Saved data entries
——————————

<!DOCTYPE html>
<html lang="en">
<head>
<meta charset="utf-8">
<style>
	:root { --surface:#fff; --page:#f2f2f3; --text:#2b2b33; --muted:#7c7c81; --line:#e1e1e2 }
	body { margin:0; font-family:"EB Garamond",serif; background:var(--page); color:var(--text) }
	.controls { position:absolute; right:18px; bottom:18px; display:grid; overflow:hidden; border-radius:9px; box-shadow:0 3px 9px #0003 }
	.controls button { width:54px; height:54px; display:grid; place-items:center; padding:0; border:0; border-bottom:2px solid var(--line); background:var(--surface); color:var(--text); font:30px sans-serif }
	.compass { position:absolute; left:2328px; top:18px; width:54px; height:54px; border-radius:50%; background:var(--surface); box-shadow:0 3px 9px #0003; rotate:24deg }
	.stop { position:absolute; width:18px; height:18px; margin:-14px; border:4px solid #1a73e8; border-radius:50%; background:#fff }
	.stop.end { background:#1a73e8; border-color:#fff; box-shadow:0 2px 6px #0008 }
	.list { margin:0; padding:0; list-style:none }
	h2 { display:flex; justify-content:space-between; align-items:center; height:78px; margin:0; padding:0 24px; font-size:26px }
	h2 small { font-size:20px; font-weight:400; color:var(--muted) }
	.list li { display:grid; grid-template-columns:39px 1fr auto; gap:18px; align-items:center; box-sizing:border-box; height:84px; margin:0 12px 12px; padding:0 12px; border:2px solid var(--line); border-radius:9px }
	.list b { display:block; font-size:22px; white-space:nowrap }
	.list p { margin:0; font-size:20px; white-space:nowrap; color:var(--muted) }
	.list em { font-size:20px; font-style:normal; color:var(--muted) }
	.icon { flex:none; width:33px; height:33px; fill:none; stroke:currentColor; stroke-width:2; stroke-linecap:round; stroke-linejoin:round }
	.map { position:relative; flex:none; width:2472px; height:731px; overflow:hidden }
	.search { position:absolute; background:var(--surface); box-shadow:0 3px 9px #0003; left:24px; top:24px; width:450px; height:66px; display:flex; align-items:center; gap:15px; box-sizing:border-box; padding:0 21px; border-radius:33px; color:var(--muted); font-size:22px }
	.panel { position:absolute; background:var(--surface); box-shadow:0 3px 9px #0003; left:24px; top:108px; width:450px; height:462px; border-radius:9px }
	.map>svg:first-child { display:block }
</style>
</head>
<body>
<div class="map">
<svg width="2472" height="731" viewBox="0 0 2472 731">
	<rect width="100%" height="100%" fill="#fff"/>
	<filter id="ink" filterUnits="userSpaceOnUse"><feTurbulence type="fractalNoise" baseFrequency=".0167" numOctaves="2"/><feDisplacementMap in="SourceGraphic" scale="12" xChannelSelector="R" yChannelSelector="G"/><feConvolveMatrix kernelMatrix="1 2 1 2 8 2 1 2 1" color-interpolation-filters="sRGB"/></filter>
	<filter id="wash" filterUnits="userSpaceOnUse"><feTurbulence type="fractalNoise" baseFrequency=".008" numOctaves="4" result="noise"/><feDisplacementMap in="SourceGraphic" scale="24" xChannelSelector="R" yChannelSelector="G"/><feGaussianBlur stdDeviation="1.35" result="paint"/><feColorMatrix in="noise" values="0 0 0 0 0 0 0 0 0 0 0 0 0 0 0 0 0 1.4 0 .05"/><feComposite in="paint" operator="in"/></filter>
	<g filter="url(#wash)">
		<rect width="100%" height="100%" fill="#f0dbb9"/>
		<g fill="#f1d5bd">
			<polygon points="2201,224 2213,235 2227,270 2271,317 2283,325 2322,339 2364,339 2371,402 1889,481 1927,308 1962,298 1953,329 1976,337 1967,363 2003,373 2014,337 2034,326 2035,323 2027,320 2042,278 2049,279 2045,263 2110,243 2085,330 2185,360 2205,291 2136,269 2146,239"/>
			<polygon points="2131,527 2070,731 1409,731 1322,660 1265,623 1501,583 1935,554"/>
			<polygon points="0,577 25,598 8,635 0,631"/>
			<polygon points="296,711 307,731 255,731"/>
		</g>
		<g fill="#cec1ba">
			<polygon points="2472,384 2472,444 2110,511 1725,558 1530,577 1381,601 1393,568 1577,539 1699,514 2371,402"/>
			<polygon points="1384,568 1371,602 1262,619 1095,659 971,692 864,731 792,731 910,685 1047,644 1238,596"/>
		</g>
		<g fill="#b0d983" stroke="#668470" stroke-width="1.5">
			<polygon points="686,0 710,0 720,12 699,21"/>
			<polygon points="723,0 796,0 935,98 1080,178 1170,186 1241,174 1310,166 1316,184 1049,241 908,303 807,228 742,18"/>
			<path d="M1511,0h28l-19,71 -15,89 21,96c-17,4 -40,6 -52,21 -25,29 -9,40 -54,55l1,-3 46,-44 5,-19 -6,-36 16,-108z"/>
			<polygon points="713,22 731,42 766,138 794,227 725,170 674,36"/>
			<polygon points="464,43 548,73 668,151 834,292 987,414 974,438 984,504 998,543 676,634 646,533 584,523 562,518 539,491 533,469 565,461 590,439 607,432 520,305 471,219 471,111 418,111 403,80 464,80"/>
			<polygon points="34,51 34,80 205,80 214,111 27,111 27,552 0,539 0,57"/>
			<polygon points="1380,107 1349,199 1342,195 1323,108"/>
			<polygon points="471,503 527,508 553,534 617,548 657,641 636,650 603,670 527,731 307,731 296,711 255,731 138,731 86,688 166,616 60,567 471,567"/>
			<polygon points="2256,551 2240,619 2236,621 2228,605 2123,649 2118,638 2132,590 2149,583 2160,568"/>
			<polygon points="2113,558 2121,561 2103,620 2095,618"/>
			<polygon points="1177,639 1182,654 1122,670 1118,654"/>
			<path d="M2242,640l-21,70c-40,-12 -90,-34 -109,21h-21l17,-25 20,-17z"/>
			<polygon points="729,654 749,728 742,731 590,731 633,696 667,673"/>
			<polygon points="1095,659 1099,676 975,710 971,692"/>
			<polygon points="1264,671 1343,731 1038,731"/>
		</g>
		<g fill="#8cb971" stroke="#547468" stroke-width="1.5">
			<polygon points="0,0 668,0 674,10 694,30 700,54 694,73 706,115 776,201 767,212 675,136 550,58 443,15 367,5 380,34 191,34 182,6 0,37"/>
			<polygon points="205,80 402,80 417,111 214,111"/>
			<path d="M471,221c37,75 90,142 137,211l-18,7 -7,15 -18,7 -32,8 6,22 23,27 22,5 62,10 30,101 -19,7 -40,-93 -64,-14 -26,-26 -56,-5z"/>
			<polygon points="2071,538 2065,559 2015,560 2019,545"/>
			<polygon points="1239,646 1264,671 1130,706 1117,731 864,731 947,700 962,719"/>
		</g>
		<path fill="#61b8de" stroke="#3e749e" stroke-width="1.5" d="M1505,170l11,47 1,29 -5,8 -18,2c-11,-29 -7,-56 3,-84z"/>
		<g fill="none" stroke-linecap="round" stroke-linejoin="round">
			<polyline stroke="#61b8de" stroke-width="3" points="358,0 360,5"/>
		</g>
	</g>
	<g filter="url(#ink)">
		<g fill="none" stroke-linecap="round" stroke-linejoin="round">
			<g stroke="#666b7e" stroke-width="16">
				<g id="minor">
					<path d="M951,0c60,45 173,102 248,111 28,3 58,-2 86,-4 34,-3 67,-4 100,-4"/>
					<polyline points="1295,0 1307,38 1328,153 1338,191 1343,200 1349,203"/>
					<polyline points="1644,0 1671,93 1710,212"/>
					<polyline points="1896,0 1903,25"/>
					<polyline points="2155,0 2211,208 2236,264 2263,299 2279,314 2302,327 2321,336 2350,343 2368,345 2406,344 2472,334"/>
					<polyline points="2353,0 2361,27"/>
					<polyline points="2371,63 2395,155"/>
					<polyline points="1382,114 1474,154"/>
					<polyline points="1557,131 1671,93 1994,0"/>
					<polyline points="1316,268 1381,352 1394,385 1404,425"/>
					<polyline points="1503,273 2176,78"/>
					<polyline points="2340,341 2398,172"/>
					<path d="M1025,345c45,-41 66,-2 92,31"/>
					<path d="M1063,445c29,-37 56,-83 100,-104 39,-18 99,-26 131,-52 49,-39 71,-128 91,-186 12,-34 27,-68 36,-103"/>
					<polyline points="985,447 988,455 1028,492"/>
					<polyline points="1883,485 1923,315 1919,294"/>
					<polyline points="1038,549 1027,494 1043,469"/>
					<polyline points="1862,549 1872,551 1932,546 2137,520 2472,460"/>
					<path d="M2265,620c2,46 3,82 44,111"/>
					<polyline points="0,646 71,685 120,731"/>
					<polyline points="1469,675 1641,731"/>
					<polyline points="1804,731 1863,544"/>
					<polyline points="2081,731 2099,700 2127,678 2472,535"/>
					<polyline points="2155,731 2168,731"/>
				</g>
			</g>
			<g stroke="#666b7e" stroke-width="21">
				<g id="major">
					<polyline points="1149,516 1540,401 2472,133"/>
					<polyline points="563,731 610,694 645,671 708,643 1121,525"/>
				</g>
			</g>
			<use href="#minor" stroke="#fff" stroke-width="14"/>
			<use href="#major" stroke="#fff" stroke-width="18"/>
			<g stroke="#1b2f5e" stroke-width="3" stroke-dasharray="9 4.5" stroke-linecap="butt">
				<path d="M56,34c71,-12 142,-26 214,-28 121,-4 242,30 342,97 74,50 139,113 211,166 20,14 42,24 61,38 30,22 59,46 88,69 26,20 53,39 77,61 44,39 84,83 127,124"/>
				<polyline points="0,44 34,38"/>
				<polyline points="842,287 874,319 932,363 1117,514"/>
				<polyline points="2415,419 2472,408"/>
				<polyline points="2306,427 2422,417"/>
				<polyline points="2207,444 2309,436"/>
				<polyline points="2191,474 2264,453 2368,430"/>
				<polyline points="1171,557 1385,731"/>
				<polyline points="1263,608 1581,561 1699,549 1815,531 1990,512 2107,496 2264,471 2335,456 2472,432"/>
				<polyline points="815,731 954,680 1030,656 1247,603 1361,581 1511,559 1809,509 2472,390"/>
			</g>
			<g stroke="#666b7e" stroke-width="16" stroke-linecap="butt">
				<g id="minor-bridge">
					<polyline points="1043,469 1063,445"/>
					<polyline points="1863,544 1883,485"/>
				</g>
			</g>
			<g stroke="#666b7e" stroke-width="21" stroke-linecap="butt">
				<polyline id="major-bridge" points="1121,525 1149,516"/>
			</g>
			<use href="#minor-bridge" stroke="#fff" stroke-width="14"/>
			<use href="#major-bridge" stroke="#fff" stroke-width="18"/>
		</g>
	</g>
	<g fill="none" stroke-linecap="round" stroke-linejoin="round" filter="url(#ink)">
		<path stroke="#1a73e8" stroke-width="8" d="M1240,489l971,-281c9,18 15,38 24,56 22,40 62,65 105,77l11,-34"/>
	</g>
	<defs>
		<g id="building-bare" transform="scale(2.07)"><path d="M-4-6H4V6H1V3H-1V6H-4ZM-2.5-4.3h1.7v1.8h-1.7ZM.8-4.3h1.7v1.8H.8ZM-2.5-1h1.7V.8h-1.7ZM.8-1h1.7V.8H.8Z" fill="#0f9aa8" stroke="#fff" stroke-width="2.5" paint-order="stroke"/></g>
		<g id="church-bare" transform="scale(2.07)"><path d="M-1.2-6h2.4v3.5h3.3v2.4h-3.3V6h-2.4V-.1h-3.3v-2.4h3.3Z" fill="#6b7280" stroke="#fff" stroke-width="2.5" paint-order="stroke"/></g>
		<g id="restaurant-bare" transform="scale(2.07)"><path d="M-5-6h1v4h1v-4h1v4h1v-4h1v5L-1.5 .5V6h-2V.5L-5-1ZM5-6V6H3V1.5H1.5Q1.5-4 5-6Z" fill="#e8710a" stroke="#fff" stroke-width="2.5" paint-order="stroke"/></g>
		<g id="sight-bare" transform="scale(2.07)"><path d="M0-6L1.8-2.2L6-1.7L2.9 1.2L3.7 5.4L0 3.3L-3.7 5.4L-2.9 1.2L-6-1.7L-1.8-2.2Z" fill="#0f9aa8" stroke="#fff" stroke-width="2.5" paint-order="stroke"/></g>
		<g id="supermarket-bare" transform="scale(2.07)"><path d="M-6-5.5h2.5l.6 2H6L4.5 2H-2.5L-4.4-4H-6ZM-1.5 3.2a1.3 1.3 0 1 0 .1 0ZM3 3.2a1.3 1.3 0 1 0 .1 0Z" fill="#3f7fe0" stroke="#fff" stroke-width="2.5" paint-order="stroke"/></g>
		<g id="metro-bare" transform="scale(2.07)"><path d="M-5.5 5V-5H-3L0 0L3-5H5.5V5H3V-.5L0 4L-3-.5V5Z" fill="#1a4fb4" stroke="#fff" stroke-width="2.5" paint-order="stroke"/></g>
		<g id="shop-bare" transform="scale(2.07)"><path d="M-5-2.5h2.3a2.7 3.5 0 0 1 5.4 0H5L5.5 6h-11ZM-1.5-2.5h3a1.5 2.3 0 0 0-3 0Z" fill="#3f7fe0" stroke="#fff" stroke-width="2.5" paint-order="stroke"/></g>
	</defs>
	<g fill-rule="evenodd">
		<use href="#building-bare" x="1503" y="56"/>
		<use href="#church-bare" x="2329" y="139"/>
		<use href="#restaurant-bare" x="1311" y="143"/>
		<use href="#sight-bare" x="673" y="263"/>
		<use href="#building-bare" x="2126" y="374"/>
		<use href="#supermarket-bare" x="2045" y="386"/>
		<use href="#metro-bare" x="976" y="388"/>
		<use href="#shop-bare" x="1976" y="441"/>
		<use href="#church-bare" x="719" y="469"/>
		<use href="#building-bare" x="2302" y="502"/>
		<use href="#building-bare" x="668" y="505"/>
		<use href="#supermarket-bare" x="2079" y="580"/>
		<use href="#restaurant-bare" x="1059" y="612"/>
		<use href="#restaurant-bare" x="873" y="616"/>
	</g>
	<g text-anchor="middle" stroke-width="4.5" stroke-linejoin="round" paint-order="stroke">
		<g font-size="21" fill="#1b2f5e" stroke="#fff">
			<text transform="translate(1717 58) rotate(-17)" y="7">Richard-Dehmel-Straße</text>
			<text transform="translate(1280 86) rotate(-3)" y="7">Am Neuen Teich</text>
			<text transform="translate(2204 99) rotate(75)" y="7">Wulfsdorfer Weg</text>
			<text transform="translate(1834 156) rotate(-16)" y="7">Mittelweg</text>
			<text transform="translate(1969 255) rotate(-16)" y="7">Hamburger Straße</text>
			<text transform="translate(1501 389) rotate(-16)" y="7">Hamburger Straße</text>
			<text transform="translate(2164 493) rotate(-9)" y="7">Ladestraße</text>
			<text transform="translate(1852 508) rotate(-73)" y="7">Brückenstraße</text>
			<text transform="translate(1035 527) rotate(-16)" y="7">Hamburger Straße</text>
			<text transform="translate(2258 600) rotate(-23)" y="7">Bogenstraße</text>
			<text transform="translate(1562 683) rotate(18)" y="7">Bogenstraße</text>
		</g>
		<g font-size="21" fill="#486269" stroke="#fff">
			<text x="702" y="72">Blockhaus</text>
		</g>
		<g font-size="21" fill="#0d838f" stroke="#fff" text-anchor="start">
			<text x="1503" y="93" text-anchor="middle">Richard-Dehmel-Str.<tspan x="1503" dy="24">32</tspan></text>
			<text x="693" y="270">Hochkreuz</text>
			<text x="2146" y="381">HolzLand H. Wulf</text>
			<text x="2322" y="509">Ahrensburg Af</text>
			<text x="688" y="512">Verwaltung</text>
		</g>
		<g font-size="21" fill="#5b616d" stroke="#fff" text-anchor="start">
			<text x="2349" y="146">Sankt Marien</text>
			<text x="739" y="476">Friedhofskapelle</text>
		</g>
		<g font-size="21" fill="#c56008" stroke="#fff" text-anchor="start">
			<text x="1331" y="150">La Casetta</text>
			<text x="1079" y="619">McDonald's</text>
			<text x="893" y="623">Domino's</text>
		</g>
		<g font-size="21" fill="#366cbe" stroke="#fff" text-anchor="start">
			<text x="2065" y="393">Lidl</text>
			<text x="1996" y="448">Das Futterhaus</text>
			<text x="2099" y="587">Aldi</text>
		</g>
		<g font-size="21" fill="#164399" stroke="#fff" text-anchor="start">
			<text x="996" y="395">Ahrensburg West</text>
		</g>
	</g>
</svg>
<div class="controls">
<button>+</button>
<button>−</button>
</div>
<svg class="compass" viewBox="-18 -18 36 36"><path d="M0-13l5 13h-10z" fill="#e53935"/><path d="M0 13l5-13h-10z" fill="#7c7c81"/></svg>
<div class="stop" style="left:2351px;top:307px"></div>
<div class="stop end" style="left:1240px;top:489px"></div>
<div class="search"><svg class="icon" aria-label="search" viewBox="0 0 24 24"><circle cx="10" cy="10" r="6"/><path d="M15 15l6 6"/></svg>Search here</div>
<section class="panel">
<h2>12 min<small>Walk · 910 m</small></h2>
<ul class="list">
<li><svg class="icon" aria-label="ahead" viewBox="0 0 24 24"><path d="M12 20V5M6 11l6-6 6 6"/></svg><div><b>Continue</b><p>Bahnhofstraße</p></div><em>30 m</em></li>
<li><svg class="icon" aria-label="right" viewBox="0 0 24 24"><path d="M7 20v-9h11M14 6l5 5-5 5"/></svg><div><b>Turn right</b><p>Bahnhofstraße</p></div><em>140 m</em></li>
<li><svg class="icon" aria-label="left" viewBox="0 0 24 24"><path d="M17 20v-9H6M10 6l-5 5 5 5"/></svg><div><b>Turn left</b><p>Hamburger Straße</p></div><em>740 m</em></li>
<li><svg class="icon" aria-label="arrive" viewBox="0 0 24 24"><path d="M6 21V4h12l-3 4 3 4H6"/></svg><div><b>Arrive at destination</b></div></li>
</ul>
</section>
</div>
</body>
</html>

——————————

■ PROBLEM TO SOLVE ■
Whenever the string "controls" turns up in a line above, copy that line out.

■ ANSWER BOX ■
	.controls { position:absolute; right:18px; bottom:18px; display:grid; overflow:hidden; border-radius:9px; box-shadow:0 3px 9px #0003 }
	.controls button { width:54px; height:54px; display:grid; place-items:center; padding:0; border:0; border-bottom:2px solid var(--line); background:var(--surface); color:var(--text); font:30px sans-serif }
<div class="controls">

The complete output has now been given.